At the core of data science is statistics. Machine learning is not usually about finding the right answer but finding the sufficiently probabilistic optimal answer to achieve the business goals. It is also about training the system to determine whether the best answer today is the same as the best answer yesterday or if the underlying factors have changed sufficiently to alter the analytics process. This process is often termed as a heuristic approach to problem-solving.

As a starting point, data scientists will need to understand the basics of statistics. As they grow and become more involved in deep learning and neural networks, they will also need to develop an understanding of linear algebra, tensors, and calculus.

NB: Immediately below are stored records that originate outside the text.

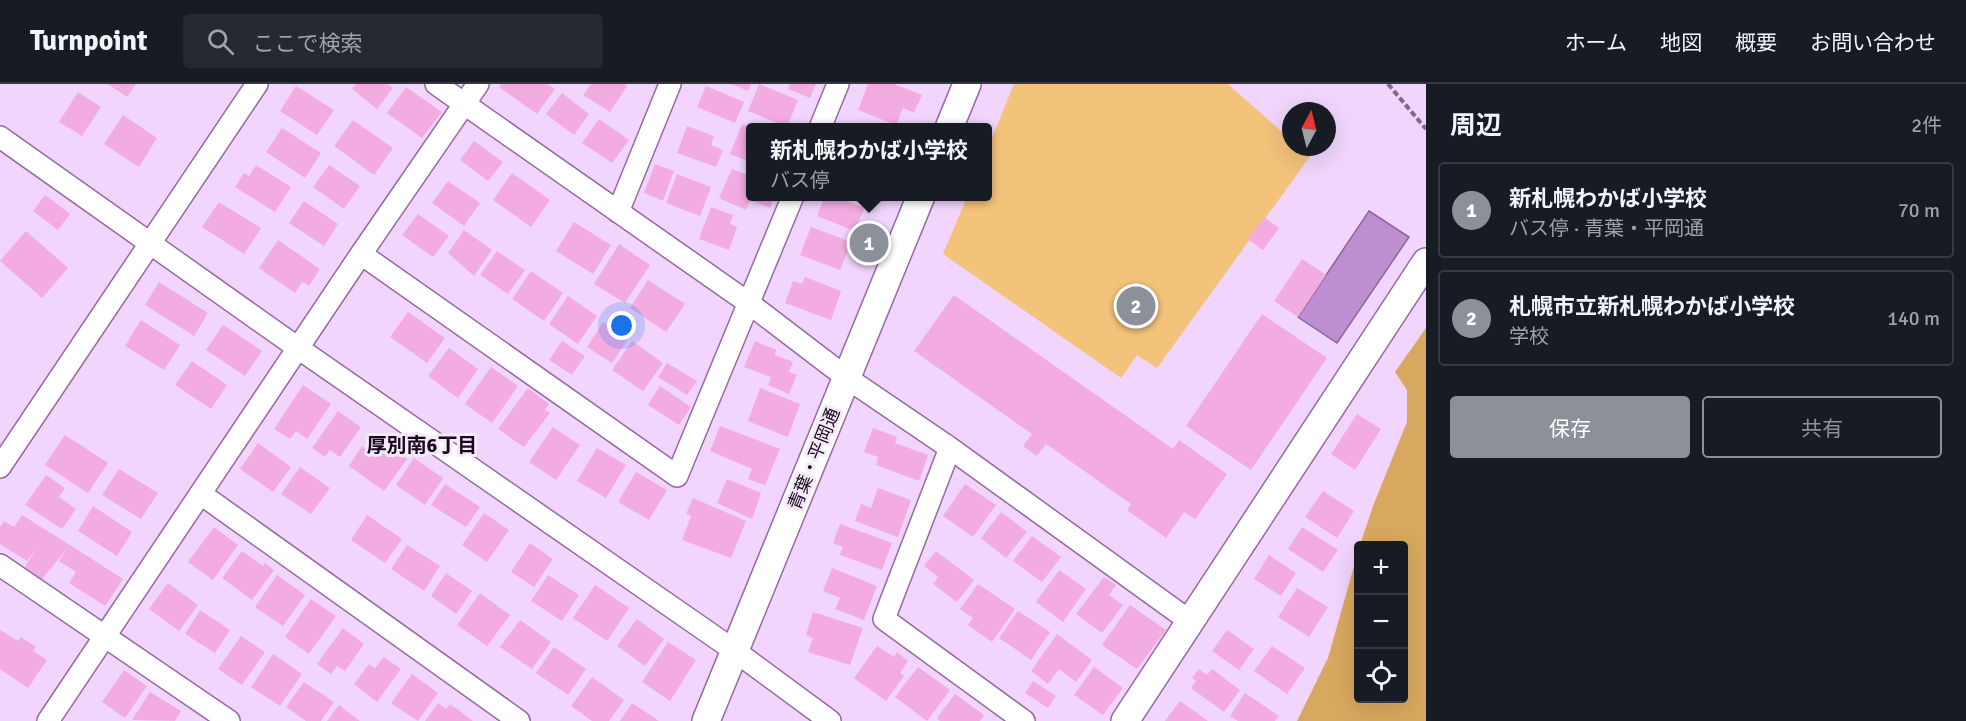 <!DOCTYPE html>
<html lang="ja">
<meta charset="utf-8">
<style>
body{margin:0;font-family:Signika,"Noto Sans JP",sans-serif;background:#242831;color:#f1f3f6}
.controls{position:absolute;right:18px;bottom:18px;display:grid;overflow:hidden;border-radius:6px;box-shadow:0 6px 24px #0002}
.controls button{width:54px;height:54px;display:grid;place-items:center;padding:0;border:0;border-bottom:2px solid #363941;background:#171b24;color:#f1f3f6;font:30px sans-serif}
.compass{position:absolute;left:1282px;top:18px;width:54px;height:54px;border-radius:50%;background:#171b24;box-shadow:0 6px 24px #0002;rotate:7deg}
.you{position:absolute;left:622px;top:242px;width:21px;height:21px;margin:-15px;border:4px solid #fff;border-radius:50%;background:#1a73e8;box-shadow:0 0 0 9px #1a73e833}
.badge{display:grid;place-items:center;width:39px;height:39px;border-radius:50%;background:#8c9099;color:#fff;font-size:20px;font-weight:700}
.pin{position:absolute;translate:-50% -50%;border:3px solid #fff;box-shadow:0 2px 6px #0006}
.popup{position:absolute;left:746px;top:39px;width:246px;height:78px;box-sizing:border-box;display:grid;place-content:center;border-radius:6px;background:#171b24;filter:drop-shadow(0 2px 4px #0005);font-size:20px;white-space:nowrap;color:#9ea1a6}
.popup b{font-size:22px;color:#f1f3f6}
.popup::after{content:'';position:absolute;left:50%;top:100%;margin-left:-12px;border:12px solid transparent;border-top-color:#171b24}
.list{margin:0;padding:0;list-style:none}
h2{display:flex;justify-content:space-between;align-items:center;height:78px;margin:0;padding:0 24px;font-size:26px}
h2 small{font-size:20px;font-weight:400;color:#9ea1a6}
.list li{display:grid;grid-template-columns:39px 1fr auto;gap:18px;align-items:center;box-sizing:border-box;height:96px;margin:0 12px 12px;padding:0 12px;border:2px solid #363941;border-radius:6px}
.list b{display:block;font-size:22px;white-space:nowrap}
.list p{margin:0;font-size:20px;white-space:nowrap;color:#9ea1a6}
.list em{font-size:20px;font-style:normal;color:#9ea1a6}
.actions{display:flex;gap:12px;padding:18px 24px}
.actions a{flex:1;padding:14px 0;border:2px solid #8c9099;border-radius:6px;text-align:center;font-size:21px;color:#8c9099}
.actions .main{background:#8c9099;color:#fff}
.icon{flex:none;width:33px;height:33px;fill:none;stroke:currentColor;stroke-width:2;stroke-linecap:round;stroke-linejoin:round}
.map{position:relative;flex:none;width:1426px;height:637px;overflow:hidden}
header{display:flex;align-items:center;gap:36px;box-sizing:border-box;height:84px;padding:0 30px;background:#171b24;border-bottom:2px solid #363941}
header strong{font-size:28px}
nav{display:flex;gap:33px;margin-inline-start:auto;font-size:21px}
.search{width:420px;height:54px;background:#242831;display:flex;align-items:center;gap:15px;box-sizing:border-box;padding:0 21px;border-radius:6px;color:#9ea1a6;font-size:22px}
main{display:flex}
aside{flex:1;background:#171b24}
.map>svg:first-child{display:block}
.green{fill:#f3c27b}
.forest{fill:#d8a860}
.water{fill:#be8fd0;stroke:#8c669b;stroke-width:1.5}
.building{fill:#f3ace1}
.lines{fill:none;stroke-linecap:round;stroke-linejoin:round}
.minor-casing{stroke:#9569a5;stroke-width:24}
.tertiary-casing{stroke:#9569a5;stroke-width:30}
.path{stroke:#826b8a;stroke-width:4;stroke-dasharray:6 3;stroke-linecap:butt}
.minor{stroke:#fff;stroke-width:21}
.tertiary{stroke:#fff;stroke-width:27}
.labels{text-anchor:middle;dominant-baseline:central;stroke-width:6;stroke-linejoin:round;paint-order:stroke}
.street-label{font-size:18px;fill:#18071e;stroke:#f3eaf7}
.neighbourhood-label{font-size:20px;font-weight:bold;fill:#18071e;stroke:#f3eaf7}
</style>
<header>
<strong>Turnpoint</strong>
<div class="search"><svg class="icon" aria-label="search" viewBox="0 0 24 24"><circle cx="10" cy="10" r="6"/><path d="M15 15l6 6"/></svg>ここで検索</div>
<nav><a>ホーム</a><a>地図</a><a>概要</a><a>お問い合わせ</a></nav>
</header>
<main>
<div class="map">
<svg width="1426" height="637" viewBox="0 0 1426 637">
<rect width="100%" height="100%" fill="#f1d5fc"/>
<!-- green -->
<path class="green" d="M1014 0H1228L1291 56V63H1300L1311 71 1157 284 1137 271 1121 294 943 170 967 113 988 112V64Z"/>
<!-- forest -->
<path class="forest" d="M1426 244V637H1297L1328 574 1358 468V614H1404V462L1360 461 1373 422 1407 338V306L1395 288Z"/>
<!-- water -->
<path class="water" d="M1369 127 1409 153 1337 259 1298 233Z"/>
<!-- building -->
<path class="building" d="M108 0H136L127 13Z
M356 0H387L393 4 377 25 352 5Z
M501 0H548L555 5 537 30 499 3Z
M591 0H624L627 2 610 28 583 11Z
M731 0H751L748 7Z
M759 0 798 16 787 43 748 27Z
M790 0H816L810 14 788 5Z
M868 0H894L922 11 914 29 903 24 896 41 858 26Z
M296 2 334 26 317 51 280 27Z
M706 2 744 18 735 39 697 23Z
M406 3 442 28 422 54 387 29Z
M78 8 101 23 82 52 59 38Z
M562 9 589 30 574 51 546 30Z
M123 31 157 54 139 83 104 60Z
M599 35 629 56 612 79 582 59Z
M353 36 393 64 374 91 334 62Z
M742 40 750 44V78L730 70Z
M687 42 714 52 711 61 723 66 716 83 677 69Z
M282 44 321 69 305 94 266 68Z
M474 57 503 78 488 97 460 76Z
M655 80 674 87 663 117 644 109Z
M256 81 291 103 275 128 235 103 244 89 249 92Z
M329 81 360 102 344 125 313 103Z
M732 85 750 92V112H775L770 124 750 116 746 126 719 114Z
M512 89 550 116 531 143 493 116Z
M677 90 711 103 700 132 666 119Z
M448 97 480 119 464 142 432 119Z
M45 111 70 130 58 146 33 127Z
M825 112H834L864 124 855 147 817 132Z
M304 117 338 140 324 162 289 139Z
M219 118 261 144 244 170 202 143Z
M711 123 733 131 730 140 737 143 729 166 699 155Z
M418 130 449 152 433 173 402 151Z
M1264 133 1279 144 1263 166 1248 155Z
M574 138 611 161 593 190 556 167Z
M811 143 851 158 840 186 800 171Z
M464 146 492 166 474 192 448 169Z
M26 147 68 184 42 214 0 177Z
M278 156 320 185 309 202 302 198 295 209 259 184Z
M619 160 650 181 625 219 594 200Z
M497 167 525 186 508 210 480 191Z
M1302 175 1326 191 1298 233 1274 217Z
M531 187 563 209 544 237 512 215Z
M805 193 841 207 831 236 785 219 793 197 802 200Z
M648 196 685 220 666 248 630 224Z
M159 198 208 229 194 252 145 221Z
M954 211 1173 365 1179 356 1227 390 1195 435 1184 428 1166 454 1127 426 1131 420 1046 360 1037 372 1023 362 1032 350 914 267Z
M568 212 597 232 578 260 549 240Z
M408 228 445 254 427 279 390 253Z
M1262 230 1327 274 1251 386 1186 342Z
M141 236 180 261 164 286 125 262Z
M603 238 628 255 612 279 587 263Z
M223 241 262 267 245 292 206 266Z
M562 257 585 272 572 291 549 276Z
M632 257 663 279 643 307 612 286Z
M755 257 776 266 775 271 793 278 789 288 797 291 789 310 768 301 771 293 744 283Z
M449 264 478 285 458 314 428 292Z
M192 277 227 301 211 325 175 301Z
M667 279 697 297 687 311 658 293Z
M491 283 518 302 492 339 465 320Z
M303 301 331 320 307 355 296 347 290 355 274 345Z
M660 302 691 323 679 341 648 321Z
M528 304 549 320 545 326 550 329 524 363 498 345Z
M760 304 800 320 788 353 748 337Z
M338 327 361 343 340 373 330 366 325 373 312 364Z
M1357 330 1381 345 1355 386 1331 370Z
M720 342 780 365 765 401 748 395 752 385 710 367Z
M553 343 580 361 556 396 529 378Z
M873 344 897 353 895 359 928 371 919 397 876 381 878 373 864 368Z
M65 351 108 379 88 409 45 381Z
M382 358 407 375 384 407 349 382 362 362 373 370Z
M258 359 291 383 273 408 240 385Z
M597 364 626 381 606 414 577 397Z
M414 374 443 394 425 421 396 401Z
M300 383 330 404 311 430 281 410Z
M119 385 158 409 141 435 102 411Z
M636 388 667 406 649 436 618 418Z
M46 391 65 404 59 413 76 425 62 445 25 421Z
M727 395 761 409 752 435 717 419Z
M445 400 480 423 466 443 431 421Z
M965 400 996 421 973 453 943 432Z
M878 404 911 416 898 453 855 437 861 420 871 424Z
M1323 407 1354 427 1337 454 1305 433Z
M693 414 746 437 731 474 682 456 691 432 686 430Z
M93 422 132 448 117 472 78 447Z
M1001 428 1027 448 1006 474 981 454Z
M484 429 509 446 487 478 462 461Z
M22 431 70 461 123 495 105 522 69 499 76 488 59 477 70 461 42 495 25 483 37 463 27 477 0 460V443L4 437 14 443Z
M367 431 402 455 385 479 351 456Z
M840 440 892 459 882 486 840 471 843 463 833 459Z
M214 443 238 461 213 496 188 478Z
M1302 443 1338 466 1323 488 1288 465Z
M1032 452 1061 473 1042 498 1013 477Z
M530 459 553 475 534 503 511 488Z
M407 461 440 482 424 507 391 485Z
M242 467 263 482 265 479 274 486 252 516 222 494Z
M936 467 974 496 957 518 933 500 938 493 924 482Z
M1269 471 1296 489 1281 512 1254 495Z
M832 484 877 502 864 536 835 525 840 514 823 507Z
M1059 486 1086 505 1063 538 1036 518Z
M446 489 472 507 456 530 431 512Z
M277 491 305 511 283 542 255 523Z
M548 491 579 511 562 537 531 517Z
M1104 493 1116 501 1109 511 1123 521 1102 549 1076 530Z
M168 499 198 521 179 547 149 525Z
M978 500 1015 525 992 558 968 541 973 534 960 525Z
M595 501 629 524 607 557 573 534Z
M1297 504 1328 523 1309 553 1278 533Z
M480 509 510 531 487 562 457 541Z
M311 515 336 532 309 570 285 553Z
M1130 521 1166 546 1137 585 1102 561Z
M200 526 230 546 215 569 185 550Z
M1018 527 1050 548 1031 576 999 554Z
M813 528 863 544 850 581 808 568 813 554 806 551Z
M637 535 664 555 645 582 617 562Z
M520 536 551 558 532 585 500 563Z
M343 544 364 560 345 587 337 582 331 590 317 580Z
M0 546 18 557 21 553 36 563 33 567 47 576 28 604 0 585Z
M1227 546 1254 565 1239 586 1212 567Z
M1057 550 1092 576 1076 598 1059 585 1048 600 1031 587Z
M241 552 265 568 242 601 218 585Z
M668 558 696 576 670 617 642 598Z
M877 562 894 573 897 568 908 577 900 589 904 592 886 617 854 594Z
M1272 562 1305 584 1287 610 1254 587Z
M554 563 586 585 568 611 536 589Z
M273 570 302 590 280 622 251 603Z
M384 573 401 585 377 618 354 600 369 580 375 584Z
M918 583 950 606 927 637 895 613Z
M1094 583 1123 604 1103 631 1074 611Z
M1199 585 1207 591 1212 585 1240 606 1224 628 1191 604 1196 597 1192 594Z
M124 586 147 602 125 634 102 618Z
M412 590 438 609 418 637 391 619Z
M592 593 624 616 609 637H592L571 622Z
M1033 597 1056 612 1048 624 1025 609Z
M304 598 334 618 321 637H306L286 623Z
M150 608 181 627 175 637 132 636Z
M1245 609 1279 632 1275 637H1238L1230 632Z
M955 610 984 631 980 637H940L937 634Z
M1180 617 1208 637H1165Z
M438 619 446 625 450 620 473 637H425Z
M632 619 659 637H620Z
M339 621 360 637H327Z"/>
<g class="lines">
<!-- minor casing -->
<g class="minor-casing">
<path id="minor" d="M436 0 750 220 847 294 950 364 1191 538
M820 44 838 0
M0 53 298 264 735 567 830 637
M618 128 670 0
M361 170 677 392 793 112
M950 364 884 535 1024 637
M0 383 257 0
M201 410 519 637
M0 481 229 637
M48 637 361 170 478 0"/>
</g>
<!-- tertiary casing -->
<g class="tertiary-casing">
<path id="tertiary" d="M949 44 967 0
M706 637 921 112
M1125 637 1426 178"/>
</g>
<!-- path -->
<path class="path" d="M1388 0 1426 45"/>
<!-- minor -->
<use href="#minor" class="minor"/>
<!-- tertiary -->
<use href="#tertiary" class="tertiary"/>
</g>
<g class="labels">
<!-- street labels -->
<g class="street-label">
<text transform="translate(814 375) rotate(-68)">青葉・平岡通</text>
</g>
<!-- neighbourhood labels -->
<g class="neighbourhood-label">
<text x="422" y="361">厚別南6丁目</text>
</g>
</g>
</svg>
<div class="controls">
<button>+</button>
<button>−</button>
<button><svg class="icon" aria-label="locate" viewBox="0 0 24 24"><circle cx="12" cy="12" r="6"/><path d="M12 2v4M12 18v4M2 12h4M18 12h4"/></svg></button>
</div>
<svg class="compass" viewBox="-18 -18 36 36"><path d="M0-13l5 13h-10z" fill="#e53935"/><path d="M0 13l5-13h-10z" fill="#9ea1a6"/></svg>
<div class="you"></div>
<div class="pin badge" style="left:869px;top:159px">1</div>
<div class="popup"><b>新札幌わかば小学校</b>バス停</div>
<div class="pin badge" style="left:1136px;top:222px">2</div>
</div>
<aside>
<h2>周辺<small>2件</small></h2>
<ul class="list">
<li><span class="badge">1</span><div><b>新札幌わかば小学校</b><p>バス停 · 青葉・平岡通</p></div><em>70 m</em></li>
<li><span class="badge">2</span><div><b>札幌市立新札幌わかば小学校</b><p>学校</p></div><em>140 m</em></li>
</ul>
<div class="actions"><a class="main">保存</a><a>共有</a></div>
</aside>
</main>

These concepts might require that some of your resources (from such areas as finance and accounting -- and even software engineering), to approach problems differently and unlearn methodologies they have used in the past.

Curiosity

One characteristic that separates the best data scientists from others is an advanced level of curiosity. They are always questioning -- what if we try something a little different? This experimentation mindset is often found in scientists with a background in biology, physics, or chemistry, but is not nearly as prevalent among your computer scientists or accountants. Curiosity is something that can be acquired through practice, but the person has to have the desire to learn to think differently.

Creating a Plan

Sit down with each candidate and work through a plan to identify what parts of the data scientist role he or she has already mastered and which ones need to be developed. From there, look for activities that can help fill those gaps, such as :

  • Pairing potential data scientists from across different domains to collaborate and learn from each other
  • Formal education, such as data science programs through universities or organized boot camps
  • Informal and online education, such as books, videos, and massively open online courses (MOOC)
  • Organization hackathons that allow experimentation around a real problem set
  • Reverse mentoring, where more senior staff in a domain learn from interns or new graduates about new trends coming out of universities
  • Hosting knowledge-sharing opportunities to allow people to teach one another new and insightful skills that they have acquired

By looking in-house for high-potential resources and establishing development plans, you can build your own data scientists even if you can't identify, attract, and retain these elusive resources from the external environment. Successfully developing these resources will position you and your business for growth in a new economy of algorithmic business.